## YOUR TASK
A word-for-word copy of the records that follow is needed, with every picture omitted.

- Opening Delimiter -

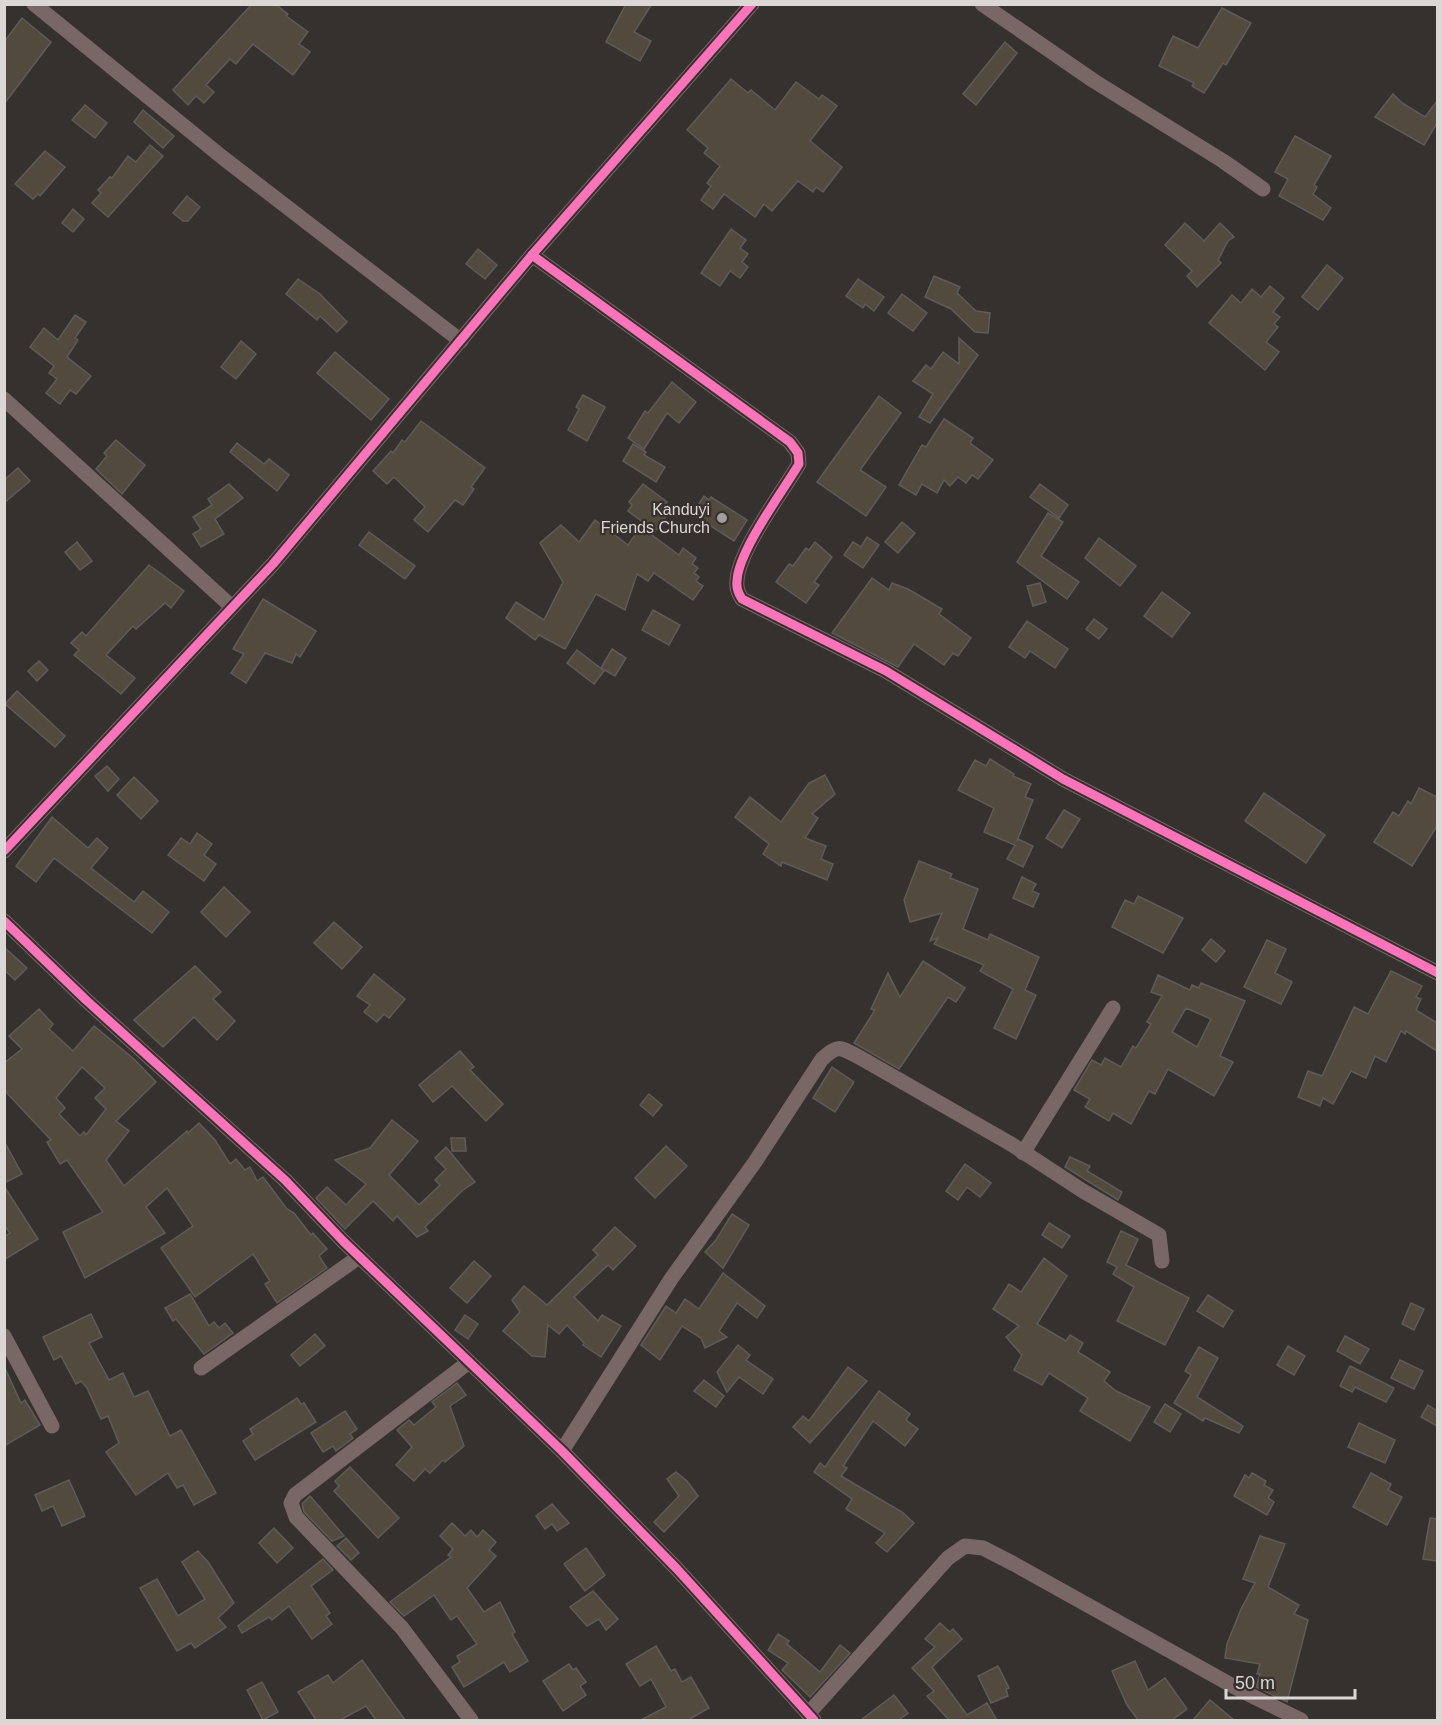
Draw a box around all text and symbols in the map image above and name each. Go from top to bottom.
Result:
place label: Kanduyi Friends Church [601,501,710,536]
marker: Kanduyi Friends Church [715,511,729,525]
scale bar [1226,1662,1355,1700]
text: 50 m [1235,1673,1275,1693]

- Closing Delimiter -

## TASK RESULT
Draw a box around all text and symbols in the map image above and name each. Go from top to bottom.
Result:
place label: Kanduyi Friends Church [601,501,710,536]
marker: Kanduyi Friends Church [715,511,729,525]
scale bar [1226,1662,1355,1700]
text: 50 m [1235,1673,1275,1693]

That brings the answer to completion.